A few years ago I bought some (from a well known auction site), but when it arrived it was _Salvinia_ "auriculata group". I don't think it makes any difference in growth, but I already had (and still have) plenty of _Salvinia_ auriculata.

Have a look at <"ID for Salvinia ...."> and linked threads.

cheers Darrel


----------



## jameson_uk (16 Apr 2019)

dw1305 said:


> Hi all, A few years ago I bought some (from a well known auction site), but when it arrived it was _Salvinia_ "auriculata group". I don't think it makes any difference in growth, but I already had (and still have) plenty of _Salvinia_ auriculata.
> 
> Have a look at <"ID for Salvinia ...."> and linked threads.
> 
> cheers Darrel


 Not sure why that thread didn't come up when searching ....

I had some Salvinia Natans in my tank a while ago and that did really well.  It seemed to cope better with the moisture from the lid and flow compared to my frogbit but it was a but small for my liking and I ended up taking it out.   

Still trying to work out a balance of flow and floaters as with a spray bar along the back wall I end up with floaters squished up against the front glass.


----------



## zozo (16 Apr 2019)

To develop that distinct cucullata cup shaped leaf it requires a lot of light and a lot of ferts.
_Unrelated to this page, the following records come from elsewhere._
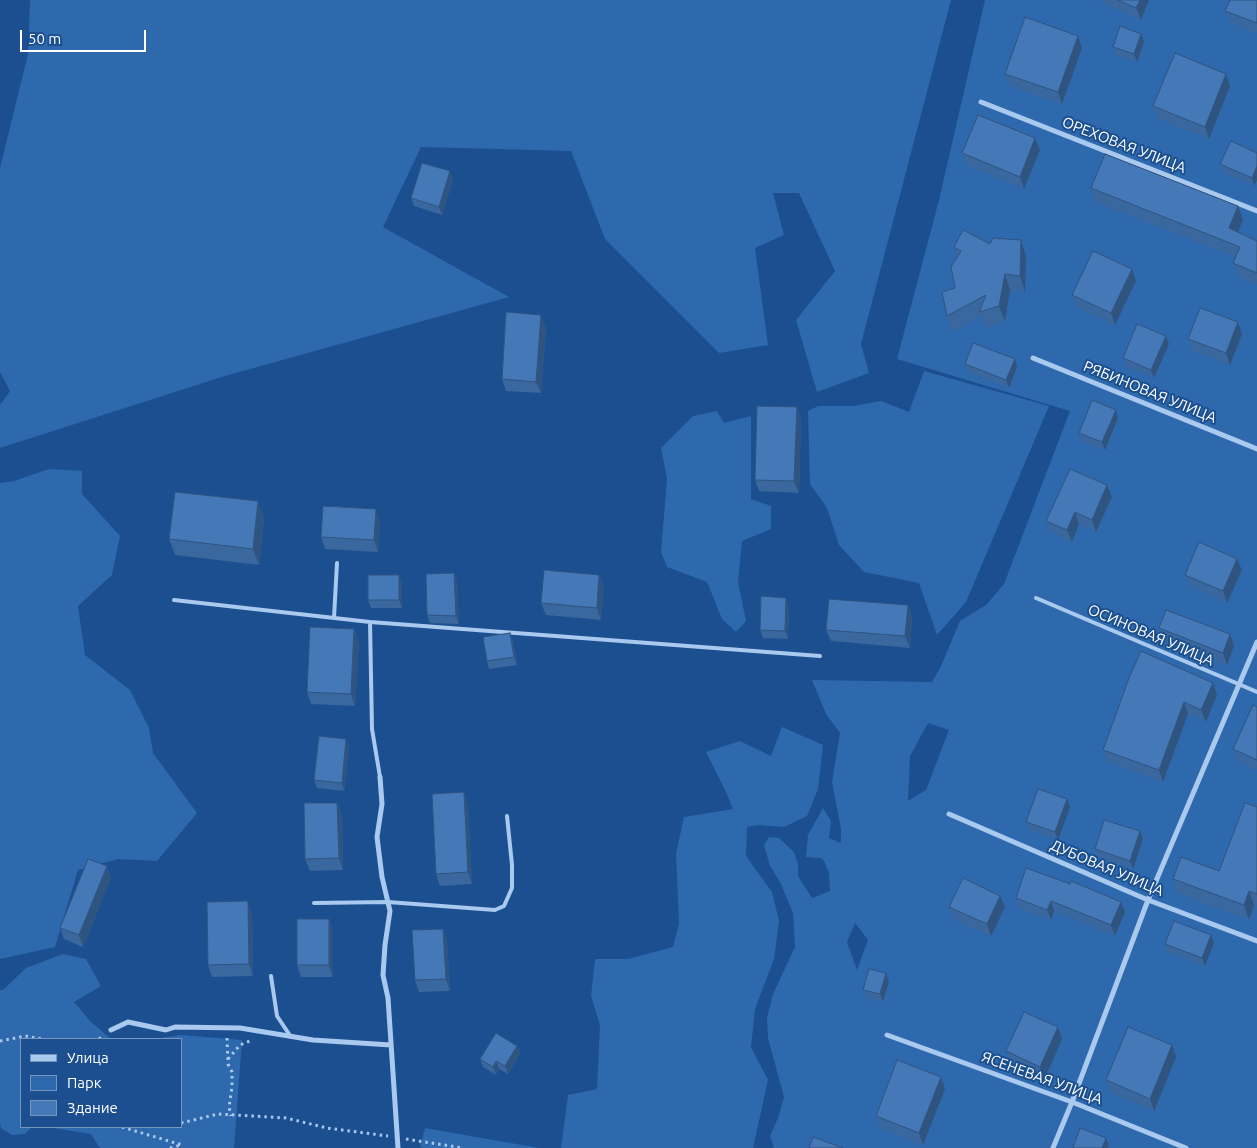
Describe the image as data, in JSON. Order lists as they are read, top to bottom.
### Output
{
  "streets": {
    "street": [
      "ОРЕХОВАЯ УЛИЦА",
      "РЯБИНОВАЯ УЛИЦА",
      "ДУБОВАЯ УЛИЦА",
      "ЯСЕНЕВАЯ УЛИЦА"
    ],
    "lane": ["ОСИНОВАЯ УЛИЦА"]
  },
  "legend": ["Улица", "Парк", "Здание"],
  "scale_bar": "50 m"
}
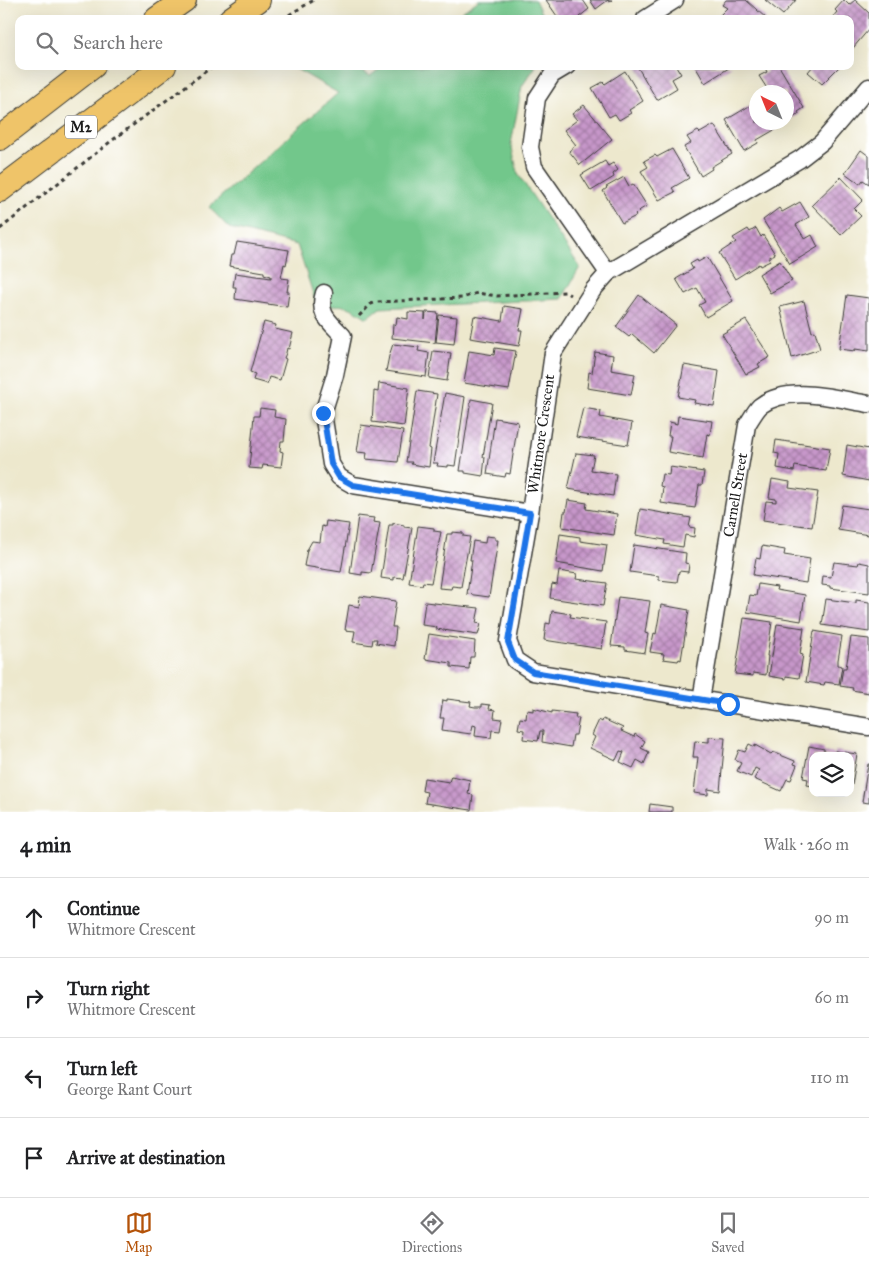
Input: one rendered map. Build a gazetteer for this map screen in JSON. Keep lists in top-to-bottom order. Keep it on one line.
{"streets":{"highway":["M2"],"street":["Whitmore Crescent","Carnell Street"]},"crossings":[["Whitmore Crescent","Carnell Street"]],"north":"top left","page":{"search":"Search here","heading":["4 min","Walk · 260 m"],"list":[["Continue","Whitmore Crescent","90 m"],["Turn right","Whitmore Crescent","60 m"],["Turn left","George Rant Court","110 m"],"Arrive at destination"],"nav":["Map","Directions","Saved"]}}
If it doesn't get it, it will look no different than Salvinia natans.

It will never realy grow the full potential and stay rather small in aqaurium conditions. It needs full sun and almost eutrophic water and high temperatur for that. The big specimen you find in the trade are imported plants from the tropics. Even nurseries in the northern hemisphere are not able to grow them to full potential. If you buy a full grown specimen and keep it outdoors in eutrophic conditions, a cool summer kills it, it will turn brown and wither away.


----------



## jameson_uk (16 Apr 2019)

zozo said:


> To develop that distinct cucullata cup shaped leaf it requires a lot of light and a lot of ferts. If it doesn't get it, it will look no different than Salvinia natans.



Are the leaves (or whatever they are called on ferns) any bigger?  I found the Salvinia Natans to be almost duckweed sized (and almost as rampant) thought the Cucullata leaves were a big bigger?


----------



## dw1305 (16 Apr 2019)

Hi all,





jameson_uk said:


> Are the leaves (or whatever they are called on ferns) any bigger? I found the Salvinia Natans to be almost duckweed sized (and almost as rampant) thought the Cucullata leaves were a big bigger?
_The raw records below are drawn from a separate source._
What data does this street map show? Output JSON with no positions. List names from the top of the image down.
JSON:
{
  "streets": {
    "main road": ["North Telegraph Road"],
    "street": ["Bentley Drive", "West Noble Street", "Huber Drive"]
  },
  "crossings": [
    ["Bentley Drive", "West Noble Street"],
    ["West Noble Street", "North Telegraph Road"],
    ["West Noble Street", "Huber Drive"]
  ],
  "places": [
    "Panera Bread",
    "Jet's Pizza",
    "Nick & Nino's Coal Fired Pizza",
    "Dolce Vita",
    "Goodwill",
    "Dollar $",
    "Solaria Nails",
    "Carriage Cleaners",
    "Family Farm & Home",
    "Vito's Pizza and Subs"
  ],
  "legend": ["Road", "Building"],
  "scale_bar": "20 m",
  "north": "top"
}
I think a lot of it depends on growing conditions, a bit like with <"dwarf" Water Lettuce"> (_Pistia stratiotes_). 

These are the same plant _Salvinia_ "auriculata group "(from <"_Utricularia gibba_ has flowered"> thread). My suspicion is that most of the _Salvinia_ plants sold under different names are actually just different grwth forms of  <"_Salvinia_ "auriculata">  (with "egg whisk shaped hairs")
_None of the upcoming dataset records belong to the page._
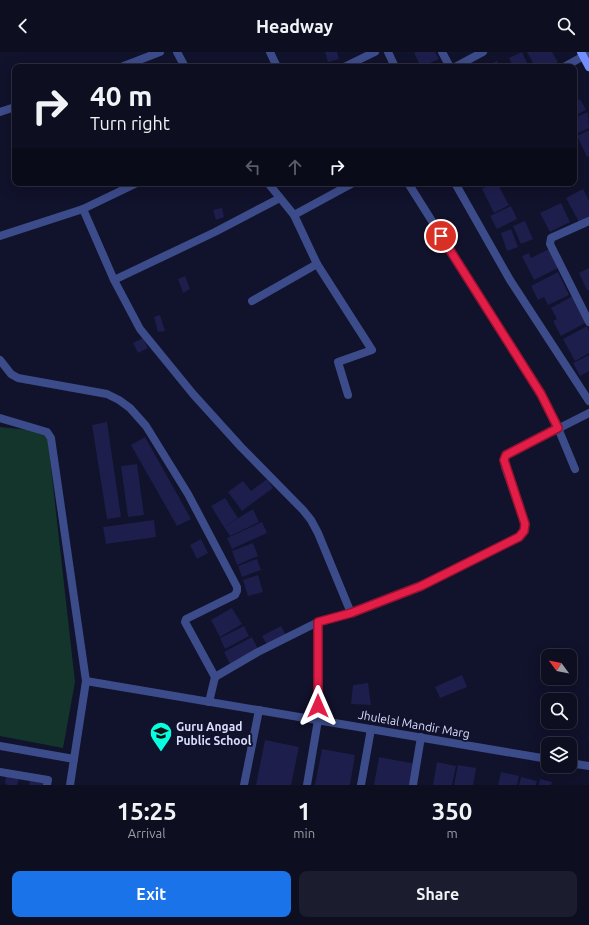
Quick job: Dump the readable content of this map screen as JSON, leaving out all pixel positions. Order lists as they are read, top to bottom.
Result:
{
  "streets": {
    "street": ["Jhulelal Mandir Marg"]
  },
  "places": {
    "school or university": ["Guru Angad Public School"]
  },
  "north": "top left",
  "page": {
    "header": "Headway",
    "turn": ["40 m", "Turn right"],
    "eta": [
      "15:25",
      "Arrival",
      "1",
      "min",
      "350",
      "m"
    ],
    "buttons": ["Exit", "Share"]
  }
}
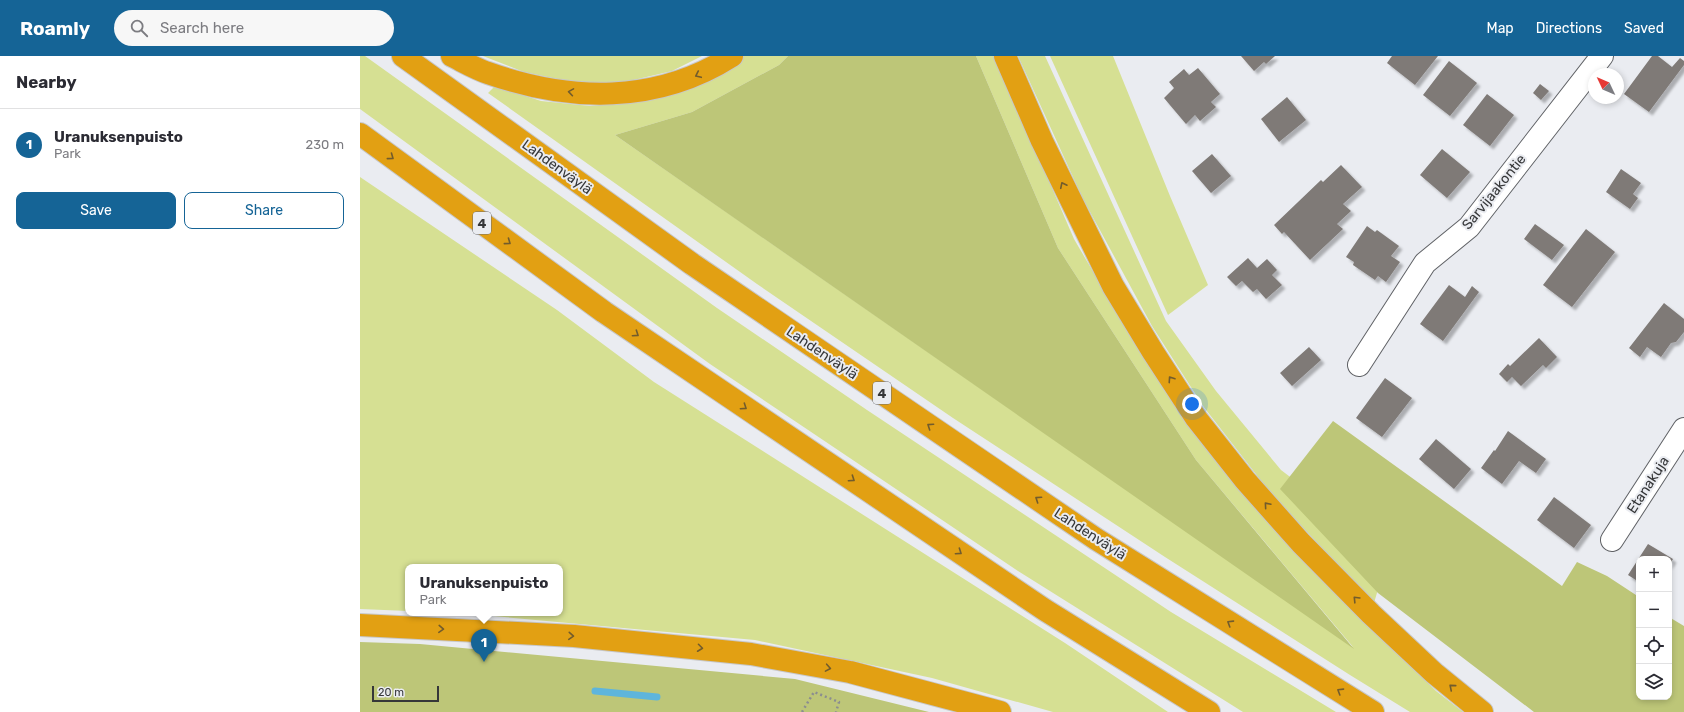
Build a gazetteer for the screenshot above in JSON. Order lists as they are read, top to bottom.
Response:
{
  "streets": {
    "highway": ["Lahdenväylä", "4"],
    "street": ["Sarvijaakontie", "Etanakuja"]
  },
  "scale_bar": "20 m",
  "north": "top left",
  "page": {
    "header": "Roamly",
    "search": "Search here",
    "nav": ["Map", "Directions", "Saved"],
    "heading": "Nearby",
    "list": [
      {
        "mark": "1",
        "name": "Uranuksenpuisto",
        "note": "Park",
        "value": "230 m"
      }
    ],
    "buttons": ["Save", "Share"],
    "map_buttons": ["+", "−"],
    "popup": ["Uranuksenpuisto", "Park"],
    "pins": "1",
    "scale": "20 m"
  }
}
High light (Glasshouse in the summer)


 

Low light (Aquarium)


 

The plants will cycle from one condition to the other with changes in light and nutrient levels.

cheers Darrel


----------



## jameson_uk (16 Apr 2019)

Do Salvinia species generally cope better with getting wet that other floaters?  It has been a while since I had the Salvinia Natans but I seem to recall they didn't really mind getting water on the leaves where as the frogbit didn't cope well.


----------



## dw1305 (16 Apr 2019)

Hi all, 





jameson_uk said:


> Do Salvinia species generally cope better with getting wet that other floaters?


They don't really get wet. It is one way of telling if your _Salvinia_ plants are healthy or not. When they are in growth the leaves are super hydrophobic and the <"water just beads on top of the hairs"> (before being wicked away by the trichomes).





The process is actually called the <"Salvinia effect">.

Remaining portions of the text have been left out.